The Provincial Court of Granada has corrected a sentence that sentenced a tenant to pay painting costs and cleaning of the home after ending the rental contract. Consider that these actions cannot be considered small repairs attributable to the tenant, unless there is an express clause in the contract that establishes this.
According to the ruling of September 19, 2025, the landlady sued the tenants demanding 2,275 euros for defects detected at the end of the contract. These included the expenses derived from painting the walls of the house, its general cleaning and other minor repairs.
The Court of First Instance no.
The tenant cannot be required to return the home as if he had not lived in it
The Provincial Court of Granada, however, upheld part of the tenant’s appeal, reducing the amount of the sentence by excluding the costs of painting and cleaning.
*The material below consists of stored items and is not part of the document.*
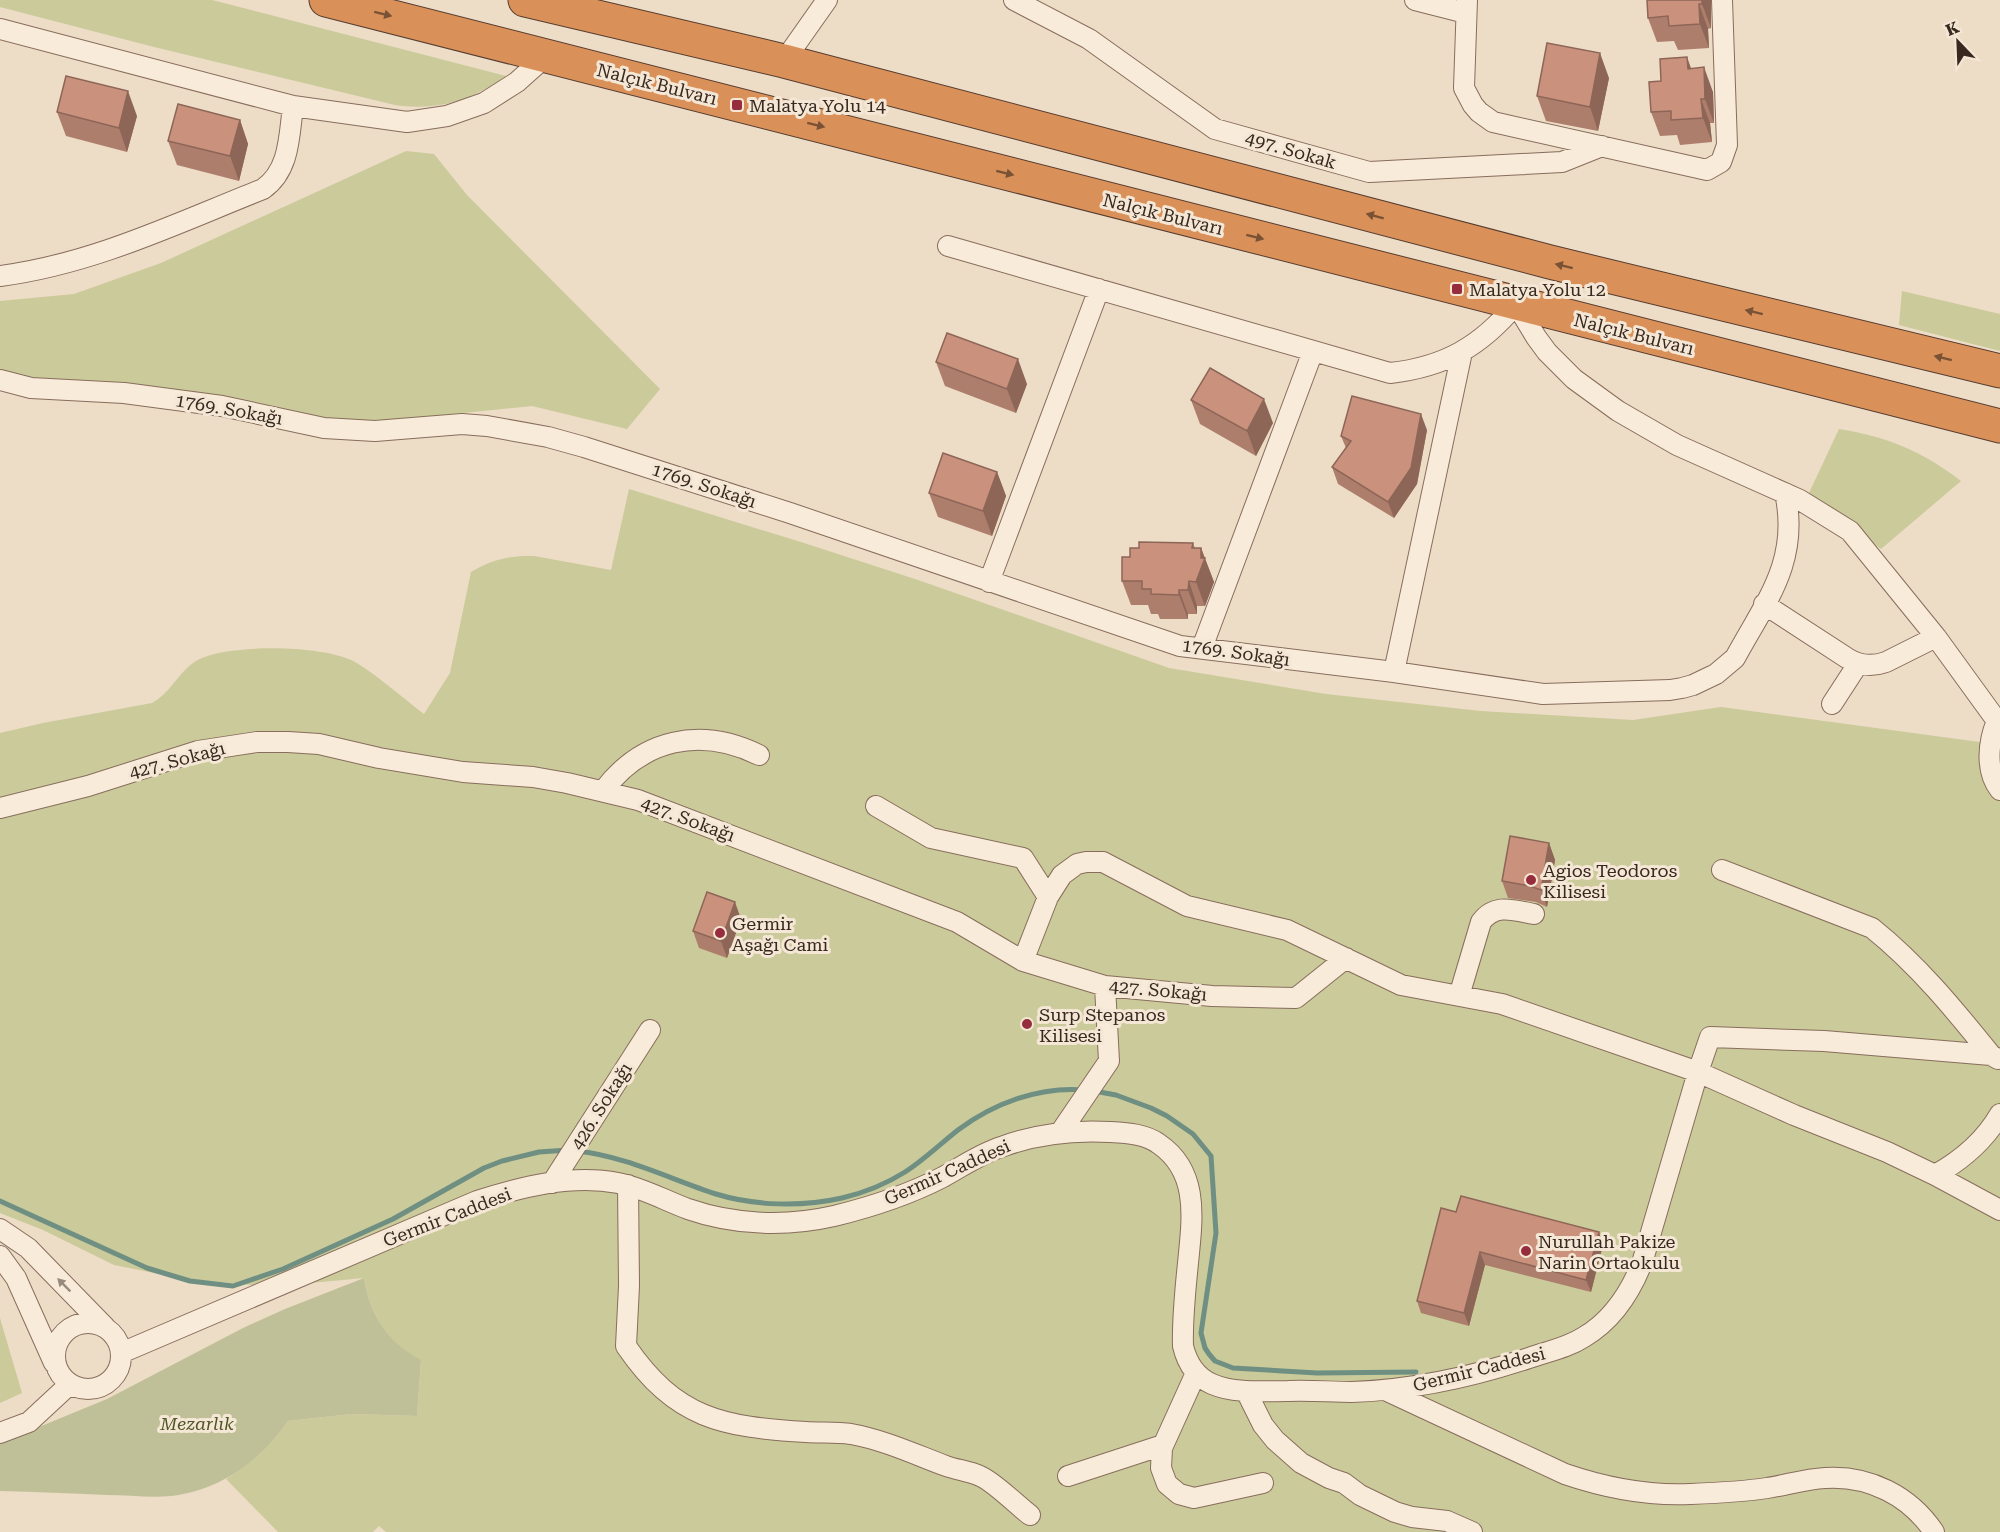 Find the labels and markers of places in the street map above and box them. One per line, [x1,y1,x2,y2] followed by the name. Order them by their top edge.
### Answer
[749,95,886,116] place label: Malatya Yolu 14
[730,98,744,112] marker: Malatya Yolu 14
[1469,279,1606,300] place label: Malatya Yolu 12
[1450,282,1464,296] marker: Malatya Yolu 12
[1543,860,1677,902] place label: Agios Teodoros Kilisesi
[1524,873,1538,887] marker: Agios Teodoros Kilisesi
[732,913,829,955] place label: Germir Aşağı Cami
[713,926,727,940] marker: Germir Aşağı Cami
[1039,1004,1165,1046] place label: Surp Stepanos Kilisesi
[1020,1017,1034,1031] marker: Surp Stepanos Kilisesi
[1538,1231,1680,1273] place label: Nurullah Pakize Narin Ortaokulu
[1519,1244,1533,1258] marker: Nurullah Pakize Narin Ortaokulu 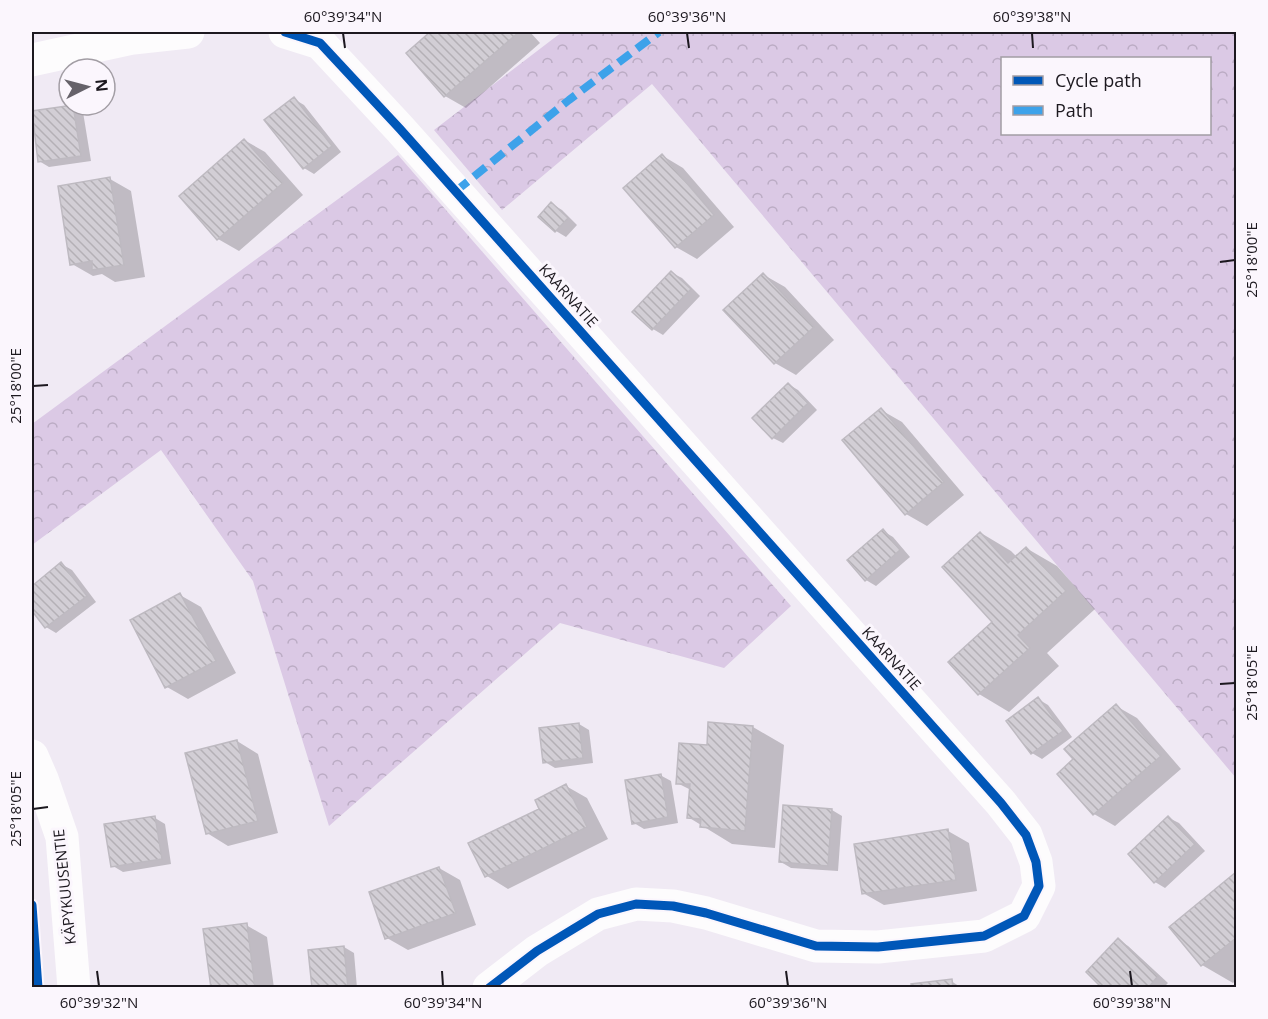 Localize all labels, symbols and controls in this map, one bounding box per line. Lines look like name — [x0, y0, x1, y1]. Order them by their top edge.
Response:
text: 60°39'34"N — [304, 6, 382, 26]
text: 60°39'36"N — [648, 6, 726, 26]
text: 60°39'38"N — [993, 6, 1071, 26]
north arrow — [57, 57, 117, 117]
legend — [1001, 57, 1211, 135]
text: Cycle path — [1055, 68, 1142, 92]
text: N — [90, 78, 114, 93]
text: Path — [1055, 98, 1093, 122]
text: 25°18'00"E — [1241, 222, 1261, 298]
street label: KAARNATIE — [535, 259, 603, 331]
text: 25°18'00"E — [5, 348, 25, 424]
street label: KAARNATIE — [858, 622, 926, 694]
text: 25°18'05"E — [1241, 645, 1261, 721]
text: 25°18'05"E — [5, 771, 25, 847]
street label: KÄPYKUUSENTIE — [48, 828, 80, 946]
text: 60°39'32"N — [60, 992, 138, 1012]
text: 60°39'34"N — [404, 992, 482, 1012]
text: 60°39'36"N — [749, 992, 827, 1012]
text: 60°39'38"N — [1093, 992, 1171, 1012]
These items could not be considered a responsibility of the tenant, since they are actions that are linked to the general maintenance of the home, and are the responsibility of the landlord.
The court noted that article 21.4 of the Urban Leasing Law establishes that the landlord must assume “all necessary repairs to keep the home in habitable conditions,” unless the deterioration is attributable to the tenant. In this case, it was not proven that the damages were a consequence of abnormal or negligent use.
In addition, he recalled that the tenant cannot be required to “return the house painted and in a state of professional cleaning” if there is no express agreement in the contract that imposes it. He also specified that the landlord cannot expect the home to be handed over “as if he had not lived in it,” as this would mean imposing obligations inherent to the owner.
Consequently, the Court partially revoked the first instance ruling, eliminating the payment of the expenses corresponding to painting and cleaning. However, the sentence was not final and an appeal could be filed against it before the Supreme Court.